BY ALEXA CHERRY
For the UAS Whalesong
College can be rough sometimes. It’s easy to forget about the weekly slog of classes and homework come Friday night, especially if your classes are online or if you only have a few 3-hour ones that meet once a week. But if you, like me, find yourself lying awake on Sunday nights and dreading the approach of the coming Monday – don’t worry. I’ve scoured the Internet and drawn from my own personal experience in order to bring you some pointers on how to be more prepared for the week ahead.
1. Prepare the night before. Sunday night, and every night you have classes the next day, try to put together the stuff you’ll need in the morning the night before. I know it’s easier said than done, but trust me; it makes your life easier. If you’re pre-emptive about picking out the next day’s outfit and packing your backpack and even making yourself lunch, then all you have to worry about the following morning is only hitting the snooze button once (instead of six times) and choosing what mug to put your coffee in. And ideally, you’ll complete the homework due the following day the night before. Trust me, it takes a load off and significantly depletes your stress if you can actually relax between classes instead of desperately trying to complete something that’s due in two or three hours.
2. Eat food. Here’s where the importance of learning how to hoard snacks comes into play. Some days, you just don’t have time to stop and eat lunch, and that’s when you dig out those granola bars and have at it. If you didn’t pack granola bars or any other snacks, stop at the cafeteria and order a sandwich at least. It doesn’t have to be a sit-down meal, it just has to be something substantial. You can’t live on breakfast for the entire day – or, more commonly, morning coffee (and then whatever other coffee or caffeine you can find until you can crawl home and stuff some ramen in your mouth). Speaking of ramen, you can buy pre-packaged Cup-O’-Soups at the store for roughly 66 cents a piece. Buy like, 20, and stick one in your backpack every day. There’s a Keurig in the Student Government Office, and you can use the hot water to fill your Cup-O’-Soup up and give yourself that speedy substantial meal I was talking about. It’s really hard to concentrate if you’re hungry, and on really busy days, you can’t afford that. Love yourself and work food breaks into your daily schedule.
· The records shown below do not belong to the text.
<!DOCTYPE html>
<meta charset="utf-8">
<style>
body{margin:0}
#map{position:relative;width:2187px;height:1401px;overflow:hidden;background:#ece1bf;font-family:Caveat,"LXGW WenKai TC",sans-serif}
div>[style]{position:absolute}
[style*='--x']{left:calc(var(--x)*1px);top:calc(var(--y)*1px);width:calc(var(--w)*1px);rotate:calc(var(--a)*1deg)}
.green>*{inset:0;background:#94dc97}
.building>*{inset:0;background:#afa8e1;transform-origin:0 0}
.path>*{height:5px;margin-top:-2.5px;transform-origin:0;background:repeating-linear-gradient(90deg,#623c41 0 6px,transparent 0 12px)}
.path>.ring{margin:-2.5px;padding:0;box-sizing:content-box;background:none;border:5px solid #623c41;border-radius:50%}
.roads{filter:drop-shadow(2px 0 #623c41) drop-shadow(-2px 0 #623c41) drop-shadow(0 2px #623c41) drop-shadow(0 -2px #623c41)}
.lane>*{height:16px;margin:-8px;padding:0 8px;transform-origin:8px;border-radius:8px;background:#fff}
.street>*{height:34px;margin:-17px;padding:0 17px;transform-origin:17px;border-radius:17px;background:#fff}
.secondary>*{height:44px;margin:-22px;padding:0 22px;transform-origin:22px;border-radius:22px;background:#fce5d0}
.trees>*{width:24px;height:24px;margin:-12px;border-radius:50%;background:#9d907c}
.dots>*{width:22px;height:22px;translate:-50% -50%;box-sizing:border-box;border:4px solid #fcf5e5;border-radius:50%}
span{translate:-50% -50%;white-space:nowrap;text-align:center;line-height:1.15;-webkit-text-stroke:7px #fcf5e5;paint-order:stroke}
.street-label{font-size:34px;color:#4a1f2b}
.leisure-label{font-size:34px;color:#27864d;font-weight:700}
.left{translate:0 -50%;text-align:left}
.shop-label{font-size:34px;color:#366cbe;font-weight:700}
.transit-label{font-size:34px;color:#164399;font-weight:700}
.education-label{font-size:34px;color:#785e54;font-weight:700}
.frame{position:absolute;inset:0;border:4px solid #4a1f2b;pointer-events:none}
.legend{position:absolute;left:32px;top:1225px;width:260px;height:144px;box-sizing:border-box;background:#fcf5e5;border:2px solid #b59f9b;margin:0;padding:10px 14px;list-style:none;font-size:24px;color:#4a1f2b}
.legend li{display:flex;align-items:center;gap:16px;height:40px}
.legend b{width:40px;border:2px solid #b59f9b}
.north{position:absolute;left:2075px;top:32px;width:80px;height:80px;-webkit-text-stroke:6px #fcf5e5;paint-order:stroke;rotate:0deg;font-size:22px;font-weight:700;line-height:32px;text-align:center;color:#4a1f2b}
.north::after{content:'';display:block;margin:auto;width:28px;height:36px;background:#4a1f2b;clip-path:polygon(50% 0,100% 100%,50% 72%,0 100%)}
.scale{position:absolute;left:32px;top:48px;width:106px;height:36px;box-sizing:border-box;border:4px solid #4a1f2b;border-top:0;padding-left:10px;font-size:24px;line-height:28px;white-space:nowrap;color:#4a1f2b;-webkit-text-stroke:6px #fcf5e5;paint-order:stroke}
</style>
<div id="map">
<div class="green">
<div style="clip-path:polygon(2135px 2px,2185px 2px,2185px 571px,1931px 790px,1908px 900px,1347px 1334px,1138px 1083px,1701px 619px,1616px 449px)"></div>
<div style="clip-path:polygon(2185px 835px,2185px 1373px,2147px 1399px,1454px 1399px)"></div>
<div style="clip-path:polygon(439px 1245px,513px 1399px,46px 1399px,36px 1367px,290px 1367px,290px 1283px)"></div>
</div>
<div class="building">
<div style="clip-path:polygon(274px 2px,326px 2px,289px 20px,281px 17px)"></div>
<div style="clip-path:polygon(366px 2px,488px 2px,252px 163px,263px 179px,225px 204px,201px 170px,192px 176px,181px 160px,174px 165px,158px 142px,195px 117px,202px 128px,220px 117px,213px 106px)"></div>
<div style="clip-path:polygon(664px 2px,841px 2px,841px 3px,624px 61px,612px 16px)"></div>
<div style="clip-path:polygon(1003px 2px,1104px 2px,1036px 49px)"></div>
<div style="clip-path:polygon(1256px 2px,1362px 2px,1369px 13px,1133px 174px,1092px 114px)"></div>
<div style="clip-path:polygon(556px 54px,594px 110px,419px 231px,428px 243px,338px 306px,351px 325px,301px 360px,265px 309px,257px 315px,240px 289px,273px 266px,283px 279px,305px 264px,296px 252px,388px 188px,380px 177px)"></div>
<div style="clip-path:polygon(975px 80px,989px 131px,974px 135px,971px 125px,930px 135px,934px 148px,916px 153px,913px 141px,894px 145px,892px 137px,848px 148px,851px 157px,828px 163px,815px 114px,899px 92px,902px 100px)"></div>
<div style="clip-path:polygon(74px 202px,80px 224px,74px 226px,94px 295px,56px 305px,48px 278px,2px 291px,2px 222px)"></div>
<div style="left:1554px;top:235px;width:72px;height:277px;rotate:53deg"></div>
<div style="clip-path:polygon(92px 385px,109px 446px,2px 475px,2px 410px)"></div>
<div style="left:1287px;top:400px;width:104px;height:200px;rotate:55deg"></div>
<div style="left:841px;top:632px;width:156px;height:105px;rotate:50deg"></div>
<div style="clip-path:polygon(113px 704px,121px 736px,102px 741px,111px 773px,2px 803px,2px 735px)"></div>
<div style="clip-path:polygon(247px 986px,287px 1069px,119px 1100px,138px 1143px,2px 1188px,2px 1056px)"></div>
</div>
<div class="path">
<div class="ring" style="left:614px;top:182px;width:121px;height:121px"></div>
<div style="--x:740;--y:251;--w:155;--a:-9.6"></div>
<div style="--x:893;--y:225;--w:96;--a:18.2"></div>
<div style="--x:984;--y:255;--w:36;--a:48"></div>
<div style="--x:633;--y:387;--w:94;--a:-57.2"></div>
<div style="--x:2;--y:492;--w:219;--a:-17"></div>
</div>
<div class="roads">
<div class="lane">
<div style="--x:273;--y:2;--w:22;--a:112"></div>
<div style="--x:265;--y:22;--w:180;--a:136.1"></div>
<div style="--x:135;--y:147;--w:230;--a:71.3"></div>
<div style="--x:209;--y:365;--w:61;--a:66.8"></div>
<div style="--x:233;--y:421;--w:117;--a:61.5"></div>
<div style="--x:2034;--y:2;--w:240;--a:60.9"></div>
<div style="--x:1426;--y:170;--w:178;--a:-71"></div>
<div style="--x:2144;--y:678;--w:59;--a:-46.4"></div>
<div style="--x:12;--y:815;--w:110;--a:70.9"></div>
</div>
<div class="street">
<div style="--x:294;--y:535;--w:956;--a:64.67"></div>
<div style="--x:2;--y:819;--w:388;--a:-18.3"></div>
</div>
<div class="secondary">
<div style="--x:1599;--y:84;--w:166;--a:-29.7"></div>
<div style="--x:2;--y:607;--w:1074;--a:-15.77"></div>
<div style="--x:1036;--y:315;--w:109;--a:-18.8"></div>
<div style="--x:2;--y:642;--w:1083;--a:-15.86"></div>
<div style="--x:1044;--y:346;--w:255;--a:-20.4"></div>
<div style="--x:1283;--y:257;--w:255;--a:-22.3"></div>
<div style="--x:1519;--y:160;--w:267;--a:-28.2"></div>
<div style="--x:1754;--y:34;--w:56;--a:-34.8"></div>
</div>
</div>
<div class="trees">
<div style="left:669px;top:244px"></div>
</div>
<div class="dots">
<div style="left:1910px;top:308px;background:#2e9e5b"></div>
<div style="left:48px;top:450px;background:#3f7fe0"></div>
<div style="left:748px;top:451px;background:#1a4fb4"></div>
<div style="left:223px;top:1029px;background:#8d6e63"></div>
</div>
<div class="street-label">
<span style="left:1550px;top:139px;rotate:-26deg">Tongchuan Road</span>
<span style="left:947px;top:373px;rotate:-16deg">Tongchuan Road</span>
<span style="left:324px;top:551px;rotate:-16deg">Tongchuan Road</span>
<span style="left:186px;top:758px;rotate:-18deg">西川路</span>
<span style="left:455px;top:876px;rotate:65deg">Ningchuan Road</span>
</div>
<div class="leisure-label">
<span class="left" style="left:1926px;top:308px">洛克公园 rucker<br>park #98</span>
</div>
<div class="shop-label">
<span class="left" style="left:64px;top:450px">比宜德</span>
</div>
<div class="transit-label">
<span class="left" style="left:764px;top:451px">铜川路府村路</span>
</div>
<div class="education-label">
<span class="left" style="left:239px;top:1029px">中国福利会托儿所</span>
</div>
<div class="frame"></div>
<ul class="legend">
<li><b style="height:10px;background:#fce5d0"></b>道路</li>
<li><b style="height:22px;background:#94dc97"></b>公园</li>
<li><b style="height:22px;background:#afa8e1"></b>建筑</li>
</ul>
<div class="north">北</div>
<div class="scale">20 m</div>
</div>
3. Make sleep time sacred. This is something even I struggle with, even though I know it’s good for me. For example, I like to plug my phone in next to my bed so I can watch some YouTube before I fall asleep. Problem Number One with this is that my phone is also my alarm, meaning that when I wake up in the morning I can just slap snooze instead of having to actually get up, walk across the room, and turn off my alarm. Problem Number Two is that there are numerous studies about how people who sleep with technology like phones and iPads next to their heads don’t sleep as well as people who put their tech somewhere that’s not in the vicinity of their bed. Your sleep is important, and if you associate weekdays with getting way less than normal, no wonder you dread them. I also read that college students ideally need a solid 10 hours of sleep per night in order to get enough rest and stimulate their brains for the best learning ability and knowledge retention. Let’s be real – none of us are getting 10 hours of sleep a night, except maybe on weekends. But if you’re in bed by 10 and up at 6, that’s 8 hours – or, if you’re morally averse to being in bed before midnight, 12 to 8 AM is still the same amount of time and a fairly reasonable time to be up. I know it’s hard to get up early, especially if all of your classes are in the afternoon – but, speaking as a vehemently non-morning person, even I find myself feeling more accomplished and better if I get up early and get stuff done as opposed to staying up half the night to complete it and then sleeping until 1 PM.
It’s important that you know yourself and your sleeping habits, though. I have a devil of a time waking up naturally, much less with an alarm, so when I get up early to work on things they’re usually very urgent things that don’t allow me the luxury of being able to hit snooze. Even so, it’s very easy to convince yourself when you’re still ¾ of the way asleep that The Thing isn’t as urgent as you thought it was when you finally crawled into bed three hours ago. Some people just have to stay up late and get things done the night before. Other people cease functioning around 11 PM, and it works much better for them to go to bed ASAP and get up at the crack of dawn. If you haven’t figured out which type of person you are yet, experiment – it’s better to find out late than never, especially since it’s time to set up your class schedule for next semester.
4. Set aside some “you” time. Sometimes college can seem like nothing but one huge rush of responsibilities and due dates and social obligations, with no time for personal projects or pursuits. So make time! Set aside an hour, or even 30 minutes, out of every day (morning, afternoon, evening – whenever you can get it, and still be able to want it) to do something you want to do. Assemble a puzzle, make a video for your YouTube channel, write a chapter of your novel, try out that new recipe. Give yourself something to do for you Monday through Friday – it doesn’t all have to be about other peoples’ deadlines. And remember: don’t be that one 80’s song. “Everybody’s workin’ for the weekend?” No? Okay, I’ll see myself out.